Gateway (1977): Another by Frederick Pohl. Gateway is a space station left behind by an alien civilization (the Heechee). On the space station the Heechee have left behind several dozen operating ships, each programmed to travel to a single destination. Only problem is... nobody living knows how to use the ships (other than how to get them moving) and where the destinations are set to. They learn by doing and dieing. Pohl weaves this and other observations into a story centering on a single individual who decides to seek his destiny in the stars.
The Dispossessed (1974): By Ursula K. Le Guin. I was no stranger to Le Guin, having read the Earthsea Books and Left Hand of Darkness but WOW, some deep thinking on political systems here... and I like it. The story thoughtfully hits on anarchism, capitalism, individualism and collectivism, providing readers with much to think on. Protagonist Shevek is a physics genius living on Anarres, a moon of Urras.
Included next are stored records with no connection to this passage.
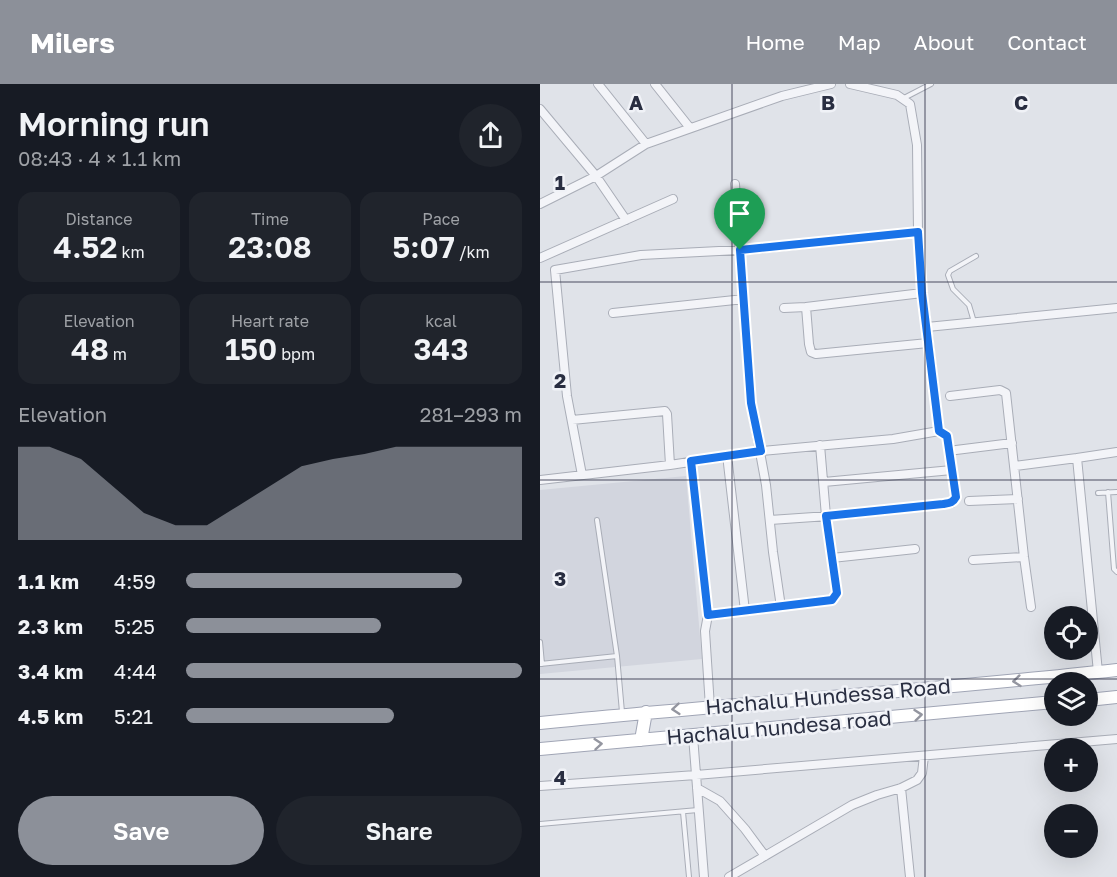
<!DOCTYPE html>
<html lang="en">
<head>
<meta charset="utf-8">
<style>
  :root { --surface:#171b24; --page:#20242c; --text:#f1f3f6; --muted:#9ea1a6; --accent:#8c9099 }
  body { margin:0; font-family:"Golos Text",sans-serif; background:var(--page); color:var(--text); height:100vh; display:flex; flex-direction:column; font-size:22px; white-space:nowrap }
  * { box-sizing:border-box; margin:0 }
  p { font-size:20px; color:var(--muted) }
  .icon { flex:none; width:33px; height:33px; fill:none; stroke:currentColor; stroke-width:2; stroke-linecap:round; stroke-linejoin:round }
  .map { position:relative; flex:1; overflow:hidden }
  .panel { display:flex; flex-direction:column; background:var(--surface); width:540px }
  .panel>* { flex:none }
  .buttons { position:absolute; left:504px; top:522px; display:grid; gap:12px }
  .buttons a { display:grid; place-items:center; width:54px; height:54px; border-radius:50%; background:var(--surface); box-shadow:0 6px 24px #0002; font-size:30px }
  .pin { position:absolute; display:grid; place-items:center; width:51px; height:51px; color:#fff; margin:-62px -26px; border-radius:50% 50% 50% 0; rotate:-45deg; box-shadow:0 0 6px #0007 }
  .pin .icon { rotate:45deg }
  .round { display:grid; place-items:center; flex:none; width:63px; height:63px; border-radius:32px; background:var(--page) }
  .overview { display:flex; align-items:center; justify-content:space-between; height:102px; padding:0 18px }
  h1 { font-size:33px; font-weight:600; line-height:45px }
  .stats { display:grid; grid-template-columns:repeat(3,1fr); gap:9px; height:102px; padding:6px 18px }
  .stats div { display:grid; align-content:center; border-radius:15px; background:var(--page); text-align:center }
  .stats b { font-size:30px; font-weight:600 }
  .stats small { font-size:16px; font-weight:400 }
  .stats p { font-size:16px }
  .chart { height:168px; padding:12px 18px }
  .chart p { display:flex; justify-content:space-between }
  .chart svg { width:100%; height:108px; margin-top:6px; fill:var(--accent); opacity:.7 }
  .cta { display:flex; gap:12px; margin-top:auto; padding:12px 18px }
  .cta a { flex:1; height:69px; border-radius:36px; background:var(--accent); color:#fff; font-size:24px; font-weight:600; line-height:69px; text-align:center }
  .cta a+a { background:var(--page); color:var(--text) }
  ul { padding:0 18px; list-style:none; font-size:20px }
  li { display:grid; grid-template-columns:96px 72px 1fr; align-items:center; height:45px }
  li i { height:15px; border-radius:8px; background:var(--accent) }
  header { display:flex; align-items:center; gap:36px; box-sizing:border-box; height:84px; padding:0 30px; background:var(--accent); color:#fff }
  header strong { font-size:28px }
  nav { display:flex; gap:33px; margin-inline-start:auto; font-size:21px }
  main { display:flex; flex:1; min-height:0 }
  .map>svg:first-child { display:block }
</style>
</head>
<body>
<header>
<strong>Milers</strong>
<nav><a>Home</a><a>Map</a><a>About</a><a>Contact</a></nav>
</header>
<main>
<section class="panel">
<div class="overview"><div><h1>Morning run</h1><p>08:43 · 4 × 1.1 km</p></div><a class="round"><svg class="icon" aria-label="share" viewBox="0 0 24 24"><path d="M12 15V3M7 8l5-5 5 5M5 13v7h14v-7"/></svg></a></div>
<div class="stats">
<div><p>Distance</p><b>4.52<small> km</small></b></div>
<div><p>Time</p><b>23:08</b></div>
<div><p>Pace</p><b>5:07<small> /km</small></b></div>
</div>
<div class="stats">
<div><p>Elevation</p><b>48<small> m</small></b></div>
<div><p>Heart rate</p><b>150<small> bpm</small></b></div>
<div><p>kcal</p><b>343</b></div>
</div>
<div class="chart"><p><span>Elevation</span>281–293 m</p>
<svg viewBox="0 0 160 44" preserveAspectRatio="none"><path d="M0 44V6L10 6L20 11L30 22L40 33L50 38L60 38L70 30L80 22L90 14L100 11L110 9L120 6L130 6L140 6L150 6L160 6V44z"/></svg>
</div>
<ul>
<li><b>1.1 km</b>4:59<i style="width:82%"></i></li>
<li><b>2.3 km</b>5:25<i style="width:58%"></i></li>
<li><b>3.4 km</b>4:44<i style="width:100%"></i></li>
<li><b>4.5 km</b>5:21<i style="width:62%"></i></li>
</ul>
<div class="cta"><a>Save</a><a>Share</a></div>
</section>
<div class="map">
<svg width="577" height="793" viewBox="0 0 577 793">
  <rect width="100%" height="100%" fill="#e0e3e9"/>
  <path fill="#d2d5de" d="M146,392l16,183 -162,15v-184z"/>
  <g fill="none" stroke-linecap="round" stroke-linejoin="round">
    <g stroke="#a9adb7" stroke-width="6">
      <path id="lane" d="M364,14l27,-14
        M434,238l-5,-17 -16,-16 -5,-14 2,-4 26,-15
        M568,408l6,77 3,3
        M558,409l19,-1
        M0,558l2,22
        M77,572l5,56
        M0,580l77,-8 -20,-136
        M143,728l6,65
        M0,740l158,-14"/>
    </g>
    <g stroke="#a9adb7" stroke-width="10">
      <path id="street" d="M58,0l48,60
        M115,0l35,44
        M310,0l47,11 13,9 7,41 1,87 4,61 5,34
        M0,25l56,67 30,44
        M195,100l16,219 15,82 7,67 8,55
        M0,120l56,-28 50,-32 136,-48 49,-12
        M0,174l133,-59
        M382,209l-116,14 3,37 2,8 5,2 112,-11
        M244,224l22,-1
        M73,229l131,-14
        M410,312l50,-6 6,3 18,164 7,50
        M32,336l93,-9 2,3 3,51
        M399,347l-12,-104 190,-19
        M416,366l56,-7
        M187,371l18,156
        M151,377l17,154 -3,16 5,76
        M475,382l62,-8
        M42,391l-15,-79 -12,-126 86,-15 117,-6 160,-17
        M0,396l130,-15 91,-14 132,-12 46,-8 8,5 9,61 -4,6 -109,12 -73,5
        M284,398l128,-12
        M429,417l49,-2
        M292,474l83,-9
        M433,476l51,-3
        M168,531l124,-15 5,-7 -11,-77 -6,-71
        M558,588l-21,-214 40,-6
        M153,652l11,141
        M0,702l156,-11 421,-36
        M157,704l23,13 25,28 20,27
        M361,704l9,89
        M189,793l123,-72 25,-10 24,-7 16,-8 5,-7 2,-17"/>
    </g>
    <g stroke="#a0a5b5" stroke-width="14">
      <path id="primary" d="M548,616l29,-3
        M0,639c192,-19 385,-32 577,-53
        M101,656l5,-28
        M0,665l514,-47"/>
    </g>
    <use href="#lane" stroke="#f3f4f8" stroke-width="4"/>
    <use href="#street" stroke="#f3f4f8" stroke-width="8"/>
    <use href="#primary" stroke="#fff" stroke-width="12"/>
  </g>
  <defs><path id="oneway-chevron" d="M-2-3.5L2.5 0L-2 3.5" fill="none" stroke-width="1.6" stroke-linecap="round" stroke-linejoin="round" transform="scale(1.5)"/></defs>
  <g stroke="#9496a0">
    <use href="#oneway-chevron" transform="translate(477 597) rotate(174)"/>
    <use href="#oneway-chevron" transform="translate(136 625) rotate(175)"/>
    <use href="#oneway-chevron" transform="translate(378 631) rotate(-6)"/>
    <use href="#oneway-chevron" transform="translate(58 660) rotate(-5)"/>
  </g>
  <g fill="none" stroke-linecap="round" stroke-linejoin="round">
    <g stroke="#fff" stroke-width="12">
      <path id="route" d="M378,148l4,61 17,138 8,5 9,61c-3,6 -7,6 -13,7l-117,12 11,77 -5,7 -124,15 -17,-154 70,-10 -10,-48 -11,-153z"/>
    </g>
    <use href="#route" stroke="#1a73e8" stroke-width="8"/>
  </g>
  <path fill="none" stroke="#292e41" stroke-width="1.5" stroke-opacity="0.55" d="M192,0v793M385,0v793M0,198h577M0,396h577M0,595h577"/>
  <g text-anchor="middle" stroke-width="5" stroke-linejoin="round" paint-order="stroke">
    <g font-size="21" fill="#292e41" stroke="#f0f2f7">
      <text transform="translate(288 613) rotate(-5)" y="7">Hachalu Hundessa Road</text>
      <text transform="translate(239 644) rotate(-5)" y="7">Hachalu hundesa road</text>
    </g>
  </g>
  <g font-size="20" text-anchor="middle" font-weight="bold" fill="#292e41" stroke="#f0f2f7" stroke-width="5" stroke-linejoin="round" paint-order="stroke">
    <text x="96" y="26">A</text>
    <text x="288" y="26">B</text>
    <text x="481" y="26">C</text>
    <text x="20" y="106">1</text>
    <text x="20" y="304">2</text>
    <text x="20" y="502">3</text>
    <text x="20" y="701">4</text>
  </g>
</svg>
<div class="buttons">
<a><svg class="icon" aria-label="locate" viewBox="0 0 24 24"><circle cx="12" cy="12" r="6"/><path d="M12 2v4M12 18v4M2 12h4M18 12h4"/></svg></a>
<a><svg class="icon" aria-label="layers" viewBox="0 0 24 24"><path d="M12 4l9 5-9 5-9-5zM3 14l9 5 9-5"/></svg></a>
<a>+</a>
<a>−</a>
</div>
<div class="pin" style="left:200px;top:166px;background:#1e9e55"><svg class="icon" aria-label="arrive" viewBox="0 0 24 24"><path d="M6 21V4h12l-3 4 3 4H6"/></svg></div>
</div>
</main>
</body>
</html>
Anarres is inhabited by anarchist revolutionaries who left capitalist Urras generations before to settle on the sparse moon. Shevek's accomplishments in physics result in his being the first of the revolutionaries to make a trip back to Urras. Comparisons & conflict ensue. Chapters alternate between planets. Also interesting to note that it's part of a 'cycle' of books by Le Guin called the Hainish Cycle. Since I've only read two out of the six, it added four more books to my 'to do' list.
Edited in 2013 to add:
The Book of Skulls (1972) - By Robert Silverberg. Four college students find an ancient manuscript that details an order of monks who have achieved immortality, and how they can join the order. One catch, during the initiation two of the four must die, before immortality will be bestowed on the other two. Chapters alternate between perspectives of each of the four very different college students.
The Rediscovery of Man: The Complete Short Science Fiction of Cordwainer Smith - A posthumous collection of short stories written at various times before 1966. They all take place in the Instrumentality of Mankind, Cordwainer's vision of the future. Interesting stories detailing an imaginable future where an aristrocratic world government takes care of all humankind's needs, at the expense of freedom and individuality... and the gradula breakdown of same.
Earth Abides (1949) - By George R. Stewart. A post-apocalyptic vision of the future and the rebuilding of the human race. Little to no focus on the combat and depravity featured in most post-apocalytpic works. Heavy detail of the inevitable return of nature to dominance and the gradual return to tribal communities, from an archeological/sociological viewpoint. A very interesting read.